Children in Juvenile Court have a constitutional right to a lawyer. If the child wants an attorney, but the family can't afford one, the Court will appoint one. Sometimes the Court appoints a lawyer even if one is not requested in order to protect the interests of the child. Many youths coming before the court do not have lawyers because the nature of the offenses is minor and the risk of loss of property or freedom is small. As the severity of the crimes increases, or if the charges are denied, the need for an attorney increases. The child and his or her parents should discuss their need for a lawyer and make a decision.

 

Court appointed guardians for children (JUV 25-652)

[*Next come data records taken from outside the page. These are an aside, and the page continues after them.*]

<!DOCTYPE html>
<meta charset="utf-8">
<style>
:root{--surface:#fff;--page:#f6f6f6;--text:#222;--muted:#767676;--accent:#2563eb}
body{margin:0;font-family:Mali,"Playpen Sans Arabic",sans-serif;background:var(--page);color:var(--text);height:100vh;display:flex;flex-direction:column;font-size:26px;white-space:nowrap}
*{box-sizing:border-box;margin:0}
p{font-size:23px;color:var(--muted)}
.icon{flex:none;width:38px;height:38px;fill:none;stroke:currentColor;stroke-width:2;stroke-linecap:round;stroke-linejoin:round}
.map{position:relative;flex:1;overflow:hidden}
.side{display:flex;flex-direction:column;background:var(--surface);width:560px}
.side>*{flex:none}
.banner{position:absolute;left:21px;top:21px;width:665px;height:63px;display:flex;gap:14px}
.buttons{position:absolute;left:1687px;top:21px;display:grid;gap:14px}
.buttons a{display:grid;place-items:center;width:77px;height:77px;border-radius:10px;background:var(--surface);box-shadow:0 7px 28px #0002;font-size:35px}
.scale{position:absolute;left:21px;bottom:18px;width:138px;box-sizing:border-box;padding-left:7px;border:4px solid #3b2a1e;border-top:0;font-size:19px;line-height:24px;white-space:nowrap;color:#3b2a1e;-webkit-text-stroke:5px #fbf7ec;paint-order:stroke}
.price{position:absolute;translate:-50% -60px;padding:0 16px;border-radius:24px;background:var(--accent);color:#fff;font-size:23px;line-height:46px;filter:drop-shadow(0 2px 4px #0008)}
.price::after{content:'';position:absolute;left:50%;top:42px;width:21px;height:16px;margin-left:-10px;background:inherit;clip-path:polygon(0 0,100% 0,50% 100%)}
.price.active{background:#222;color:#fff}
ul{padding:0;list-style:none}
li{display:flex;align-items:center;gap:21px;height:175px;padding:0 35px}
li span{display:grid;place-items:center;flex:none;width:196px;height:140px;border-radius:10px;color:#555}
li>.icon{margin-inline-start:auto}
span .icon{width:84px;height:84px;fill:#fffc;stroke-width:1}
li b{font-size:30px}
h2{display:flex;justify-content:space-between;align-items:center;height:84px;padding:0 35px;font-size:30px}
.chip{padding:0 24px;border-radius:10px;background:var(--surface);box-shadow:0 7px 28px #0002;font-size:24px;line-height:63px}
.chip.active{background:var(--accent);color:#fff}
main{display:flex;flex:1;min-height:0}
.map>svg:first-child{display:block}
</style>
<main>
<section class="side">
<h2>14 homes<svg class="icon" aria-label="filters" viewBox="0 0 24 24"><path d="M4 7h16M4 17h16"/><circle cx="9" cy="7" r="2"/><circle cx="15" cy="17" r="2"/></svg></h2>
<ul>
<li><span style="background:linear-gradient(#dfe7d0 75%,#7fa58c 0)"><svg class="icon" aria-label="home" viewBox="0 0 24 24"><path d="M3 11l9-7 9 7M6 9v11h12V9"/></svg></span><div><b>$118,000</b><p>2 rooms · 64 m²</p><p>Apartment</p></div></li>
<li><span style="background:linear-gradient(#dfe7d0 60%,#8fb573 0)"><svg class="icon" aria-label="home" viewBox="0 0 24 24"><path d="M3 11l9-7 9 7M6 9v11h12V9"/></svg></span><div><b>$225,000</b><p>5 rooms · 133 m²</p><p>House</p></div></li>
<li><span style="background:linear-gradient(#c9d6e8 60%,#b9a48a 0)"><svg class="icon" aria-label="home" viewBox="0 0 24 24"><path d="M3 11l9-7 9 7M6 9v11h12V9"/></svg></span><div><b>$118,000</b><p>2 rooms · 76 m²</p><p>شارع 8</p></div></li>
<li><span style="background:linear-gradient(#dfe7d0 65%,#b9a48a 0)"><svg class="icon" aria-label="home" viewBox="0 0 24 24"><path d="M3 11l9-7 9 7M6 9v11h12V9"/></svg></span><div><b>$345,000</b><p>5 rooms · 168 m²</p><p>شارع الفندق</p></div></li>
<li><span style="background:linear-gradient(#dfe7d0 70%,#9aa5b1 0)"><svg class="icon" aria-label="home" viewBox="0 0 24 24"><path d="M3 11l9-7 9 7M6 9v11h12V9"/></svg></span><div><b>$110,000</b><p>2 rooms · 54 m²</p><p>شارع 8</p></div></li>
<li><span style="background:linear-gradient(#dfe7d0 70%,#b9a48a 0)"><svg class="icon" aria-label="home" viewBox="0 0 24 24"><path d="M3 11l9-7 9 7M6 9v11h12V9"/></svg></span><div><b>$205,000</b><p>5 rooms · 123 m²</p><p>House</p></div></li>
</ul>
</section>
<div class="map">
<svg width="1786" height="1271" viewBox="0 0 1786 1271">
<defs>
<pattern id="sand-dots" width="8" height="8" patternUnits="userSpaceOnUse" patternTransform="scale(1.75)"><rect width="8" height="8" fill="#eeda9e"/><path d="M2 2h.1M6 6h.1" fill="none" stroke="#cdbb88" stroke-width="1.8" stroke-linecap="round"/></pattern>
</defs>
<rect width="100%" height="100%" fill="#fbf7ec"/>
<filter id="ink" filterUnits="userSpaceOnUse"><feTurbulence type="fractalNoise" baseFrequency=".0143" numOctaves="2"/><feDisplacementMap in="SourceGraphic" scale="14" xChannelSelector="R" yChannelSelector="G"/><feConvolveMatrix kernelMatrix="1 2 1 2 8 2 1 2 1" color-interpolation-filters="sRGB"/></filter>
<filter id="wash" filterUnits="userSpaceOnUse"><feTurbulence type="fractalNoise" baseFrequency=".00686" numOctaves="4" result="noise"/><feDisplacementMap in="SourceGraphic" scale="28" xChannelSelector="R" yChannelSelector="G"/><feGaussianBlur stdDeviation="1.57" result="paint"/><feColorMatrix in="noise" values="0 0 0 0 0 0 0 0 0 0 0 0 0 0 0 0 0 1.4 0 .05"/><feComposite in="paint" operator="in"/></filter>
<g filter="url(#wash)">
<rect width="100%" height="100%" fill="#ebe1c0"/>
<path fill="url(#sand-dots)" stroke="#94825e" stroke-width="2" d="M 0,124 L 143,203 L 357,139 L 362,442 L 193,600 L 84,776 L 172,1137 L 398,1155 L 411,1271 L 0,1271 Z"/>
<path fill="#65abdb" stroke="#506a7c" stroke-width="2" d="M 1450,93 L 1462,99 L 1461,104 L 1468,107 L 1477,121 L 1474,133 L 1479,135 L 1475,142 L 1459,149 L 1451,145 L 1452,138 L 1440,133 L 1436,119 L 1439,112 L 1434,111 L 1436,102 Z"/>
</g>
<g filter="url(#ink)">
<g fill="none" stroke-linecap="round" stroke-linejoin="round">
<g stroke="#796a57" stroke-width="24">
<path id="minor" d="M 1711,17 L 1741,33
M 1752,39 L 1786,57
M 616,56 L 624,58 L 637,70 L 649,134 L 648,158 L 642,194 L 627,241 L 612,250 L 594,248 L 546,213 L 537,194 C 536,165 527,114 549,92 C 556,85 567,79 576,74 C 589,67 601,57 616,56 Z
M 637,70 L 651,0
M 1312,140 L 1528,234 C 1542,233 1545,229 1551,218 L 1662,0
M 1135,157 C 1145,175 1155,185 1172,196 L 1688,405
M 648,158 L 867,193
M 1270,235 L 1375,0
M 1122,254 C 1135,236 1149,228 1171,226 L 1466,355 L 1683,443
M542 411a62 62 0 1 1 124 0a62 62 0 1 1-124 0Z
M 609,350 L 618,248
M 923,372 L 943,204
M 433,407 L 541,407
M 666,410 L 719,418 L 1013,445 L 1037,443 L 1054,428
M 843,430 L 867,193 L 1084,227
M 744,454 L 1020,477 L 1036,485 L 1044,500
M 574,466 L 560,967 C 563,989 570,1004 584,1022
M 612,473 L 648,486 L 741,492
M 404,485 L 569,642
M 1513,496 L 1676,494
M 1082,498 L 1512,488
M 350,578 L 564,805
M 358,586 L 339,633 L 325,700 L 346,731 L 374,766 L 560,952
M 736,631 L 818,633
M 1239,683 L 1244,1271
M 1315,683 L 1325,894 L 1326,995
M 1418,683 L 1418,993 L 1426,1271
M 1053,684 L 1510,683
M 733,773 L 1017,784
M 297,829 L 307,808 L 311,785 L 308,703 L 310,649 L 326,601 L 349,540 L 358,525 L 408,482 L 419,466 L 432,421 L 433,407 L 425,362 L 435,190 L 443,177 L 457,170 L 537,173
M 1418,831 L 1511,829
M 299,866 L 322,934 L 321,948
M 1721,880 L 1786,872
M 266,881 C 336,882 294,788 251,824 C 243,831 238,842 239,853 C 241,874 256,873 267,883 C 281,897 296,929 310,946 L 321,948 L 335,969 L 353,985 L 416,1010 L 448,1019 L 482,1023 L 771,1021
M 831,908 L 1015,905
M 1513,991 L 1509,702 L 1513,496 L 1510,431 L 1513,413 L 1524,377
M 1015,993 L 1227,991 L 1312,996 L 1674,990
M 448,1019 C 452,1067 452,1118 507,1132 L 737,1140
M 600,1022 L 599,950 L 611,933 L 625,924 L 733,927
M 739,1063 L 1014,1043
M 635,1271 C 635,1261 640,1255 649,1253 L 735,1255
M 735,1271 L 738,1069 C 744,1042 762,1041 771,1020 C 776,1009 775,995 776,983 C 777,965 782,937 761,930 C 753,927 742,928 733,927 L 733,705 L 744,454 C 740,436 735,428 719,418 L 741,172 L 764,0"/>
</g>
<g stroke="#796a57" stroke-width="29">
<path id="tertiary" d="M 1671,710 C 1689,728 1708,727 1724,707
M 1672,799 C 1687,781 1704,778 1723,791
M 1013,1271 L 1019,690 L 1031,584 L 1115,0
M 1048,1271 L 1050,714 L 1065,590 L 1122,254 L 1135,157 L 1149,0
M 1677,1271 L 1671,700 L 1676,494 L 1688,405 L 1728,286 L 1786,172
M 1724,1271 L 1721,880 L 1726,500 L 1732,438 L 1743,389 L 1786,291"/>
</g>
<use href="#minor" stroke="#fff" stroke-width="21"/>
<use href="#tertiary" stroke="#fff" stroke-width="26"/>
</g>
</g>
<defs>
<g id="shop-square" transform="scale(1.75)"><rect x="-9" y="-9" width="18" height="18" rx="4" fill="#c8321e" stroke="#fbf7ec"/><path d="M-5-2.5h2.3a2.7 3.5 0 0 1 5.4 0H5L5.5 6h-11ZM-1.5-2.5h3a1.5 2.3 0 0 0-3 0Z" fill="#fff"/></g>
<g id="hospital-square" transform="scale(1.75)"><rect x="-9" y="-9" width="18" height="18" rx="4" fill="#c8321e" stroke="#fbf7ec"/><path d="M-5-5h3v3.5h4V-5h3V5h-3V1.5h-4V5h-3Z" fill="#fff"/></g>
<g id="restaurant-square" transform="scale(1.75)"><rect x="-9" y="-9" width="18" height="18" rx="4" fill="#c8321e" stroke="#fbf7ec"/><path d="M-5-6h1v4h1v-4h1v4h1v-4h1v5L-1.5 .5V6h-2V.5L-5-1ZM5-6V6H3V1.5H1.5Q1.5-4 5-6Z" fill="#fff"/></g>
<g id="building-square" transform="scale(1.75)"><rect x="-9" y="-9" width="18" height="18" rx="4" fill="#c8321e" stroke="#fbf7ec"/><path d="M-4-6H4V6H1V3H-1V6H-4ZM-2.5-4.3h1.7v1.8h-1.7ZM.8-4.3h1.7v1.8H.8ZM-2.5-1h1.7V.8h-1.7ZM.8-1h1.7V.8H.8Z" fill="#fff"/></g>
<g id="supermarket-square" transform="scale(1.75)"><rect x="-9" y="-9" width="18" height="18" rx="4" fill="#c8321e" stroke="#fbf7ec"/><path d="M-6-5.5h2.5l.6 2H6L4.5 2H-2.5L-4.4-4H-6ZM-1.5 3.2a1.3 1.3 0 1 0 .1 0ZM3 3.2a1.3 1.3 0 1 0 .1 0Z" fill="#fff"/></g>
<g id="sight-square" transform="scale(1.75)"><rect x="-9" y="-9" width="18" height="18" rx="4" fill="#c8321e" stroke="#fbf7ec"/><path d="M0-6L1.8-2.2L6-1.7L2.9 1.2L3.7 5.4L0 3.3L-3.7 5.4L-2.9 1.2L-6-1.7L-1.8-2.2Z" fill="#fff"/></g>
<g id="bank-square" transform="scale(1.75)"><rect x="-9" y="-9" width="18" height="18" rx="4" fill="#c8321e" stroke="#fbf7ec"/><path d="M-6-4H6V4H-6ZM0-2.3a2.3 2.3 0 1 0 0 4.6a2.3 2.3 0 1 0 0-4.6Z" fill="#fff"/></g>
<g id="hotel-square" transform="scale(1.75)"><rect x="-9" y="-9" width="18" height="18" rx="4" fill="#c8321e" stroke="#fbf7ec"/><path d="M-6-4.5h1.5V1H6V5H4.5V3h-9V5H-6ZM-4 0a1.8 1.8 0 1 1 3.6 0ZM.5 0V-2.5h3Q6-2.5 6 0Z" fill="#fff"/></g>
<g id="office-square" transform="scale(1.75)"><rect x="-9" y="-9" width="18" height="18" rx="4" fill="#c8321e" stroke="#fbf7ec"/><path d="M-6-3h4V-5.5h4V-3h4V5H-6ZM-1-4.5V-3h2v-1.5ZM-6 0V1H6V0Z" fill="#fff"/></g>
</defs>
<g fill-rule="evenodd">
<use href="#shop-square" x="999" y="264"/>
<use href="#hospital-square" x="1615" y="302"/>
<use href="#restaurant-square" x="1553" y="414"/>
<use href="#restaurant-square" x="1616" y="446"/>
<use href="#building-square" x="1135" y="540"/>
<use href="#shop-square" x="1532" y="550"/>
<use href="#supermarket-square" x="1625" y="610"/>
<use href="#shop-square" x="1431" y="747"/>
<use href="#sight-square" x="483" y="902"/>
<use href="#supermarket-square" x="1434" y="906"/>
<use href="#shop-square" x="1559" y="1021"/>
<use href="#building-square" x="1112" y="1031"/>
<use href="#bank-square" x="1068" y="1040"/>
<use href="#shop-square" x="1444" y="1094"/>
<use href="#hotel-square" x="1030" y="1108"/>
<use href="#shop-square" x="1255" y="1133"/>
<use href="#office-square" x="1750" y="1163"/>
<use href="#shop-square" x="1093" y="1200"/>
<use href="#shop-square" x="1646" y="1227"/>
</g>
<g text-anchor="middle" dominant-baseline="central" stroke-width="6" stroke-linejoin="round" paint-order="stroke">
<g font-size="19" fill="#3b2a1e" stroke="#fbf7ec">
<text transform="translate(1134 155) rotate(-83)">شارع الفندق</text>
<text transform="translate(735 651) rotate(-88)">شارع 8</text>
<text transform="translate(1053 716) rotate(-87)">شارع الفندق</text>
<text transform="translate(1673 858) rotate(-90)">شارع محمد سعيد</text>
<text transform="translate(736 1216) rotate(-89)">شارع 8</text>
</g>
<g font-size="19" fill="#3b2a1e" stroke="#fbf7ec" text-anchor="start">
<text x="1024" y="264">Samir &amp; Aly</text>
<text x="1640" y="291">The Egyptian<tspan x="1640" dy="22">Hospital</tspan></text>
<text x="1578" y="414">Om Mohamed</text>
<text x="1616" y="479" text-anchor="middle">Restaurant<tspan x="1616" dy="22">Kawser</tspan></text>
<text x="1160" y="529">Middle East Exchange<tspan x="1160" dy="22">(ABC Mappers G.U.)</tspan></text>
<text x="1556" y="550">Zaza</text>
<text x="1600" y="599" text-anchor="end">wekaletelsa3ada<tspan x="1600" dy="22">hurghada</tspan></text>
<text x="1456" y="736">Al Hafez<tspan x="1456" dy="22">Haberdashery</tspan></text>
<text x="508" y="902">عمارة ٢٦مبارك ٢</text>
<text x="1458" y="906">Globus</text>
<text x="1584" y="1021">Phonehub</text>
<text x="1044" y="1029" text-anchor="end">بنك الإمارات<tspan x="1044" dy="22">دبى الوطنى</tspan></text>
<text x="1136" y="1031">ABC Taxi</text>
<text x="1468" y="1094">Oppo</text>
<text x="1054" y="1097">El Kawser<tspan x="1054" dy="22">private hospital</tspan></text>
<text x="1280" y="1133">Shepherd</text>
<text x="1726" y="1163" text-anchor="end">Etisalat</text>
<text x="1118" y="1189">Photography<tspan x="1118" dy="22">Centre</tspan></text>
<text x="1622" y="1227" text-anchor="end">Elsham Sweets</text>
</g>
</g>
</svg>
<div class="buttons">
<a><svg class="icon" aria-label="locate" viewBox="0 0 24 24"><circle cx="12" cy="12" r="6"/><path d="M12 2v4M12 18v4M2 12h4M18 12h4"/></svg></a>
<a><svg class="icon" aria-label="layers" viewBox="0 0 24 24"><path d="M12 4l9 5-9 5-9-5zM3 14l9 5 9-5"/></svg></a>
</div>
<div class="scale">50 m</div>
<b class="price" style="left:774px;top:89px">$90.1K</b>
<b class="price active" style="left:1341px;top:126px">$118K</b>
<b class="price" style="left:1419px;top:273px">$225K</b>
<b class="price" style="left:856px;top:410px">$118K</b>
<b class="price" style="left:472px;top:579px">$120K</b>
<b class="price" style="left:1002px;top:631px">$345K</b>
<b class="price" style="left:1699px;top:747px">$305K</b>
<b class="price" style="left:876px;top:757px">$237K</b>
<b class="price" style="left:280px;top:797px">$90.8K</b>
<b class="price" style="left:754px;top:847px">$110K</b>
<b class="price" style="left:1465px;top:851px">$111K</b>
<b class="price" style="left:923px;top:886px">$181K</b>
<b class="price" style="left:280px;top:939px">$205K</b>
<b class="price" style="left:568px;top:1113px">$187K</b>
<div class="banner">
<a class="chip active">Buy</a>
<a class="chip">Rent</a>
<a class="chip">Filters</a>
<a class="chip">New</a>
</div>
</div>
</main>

LAWYERS AND GUARDIANS: The Department of Family and Children Services is represented in court by an Assistant Attorney General. Every child who is alleged to be deprived is appointed a lawyer to represent his best interests in court. These lawyers, who are part of the Juvenile Court staff, are called Guardian ad litem. They consult with their clients, attend hearings, question witnesses, present evidence and make recommendations to the judge. Parents or guardians have the right to be represented by attorneys. As in some other cases, if the parents or guardians cannot afford an attorney, the Court will appoint one to represent them. Attorneys appointed in these cases are specially trained in the areas of juvenile law and deprivation.

 

Criminal acts committed by children (JUV 25-653)

Delinquent Acts are acts committed by juveniles that would be charged as a criminal act if they had attained their 17th birthday. The same rights afforded to adults in these cases must be given to a juvenile and the same rule of evidence applies. If the offense is committed against a family member, the parent or guardian may file the charges the the court system. If the offense is against a non-family member, the police department having jurisdiction should file the appropriate charges. It is mandated by law to release the child to the parent or guardian after he or she is charged, however, if the charge involves aggravated issues, the child may be detained in the Youth Detention Center in Lawrencville.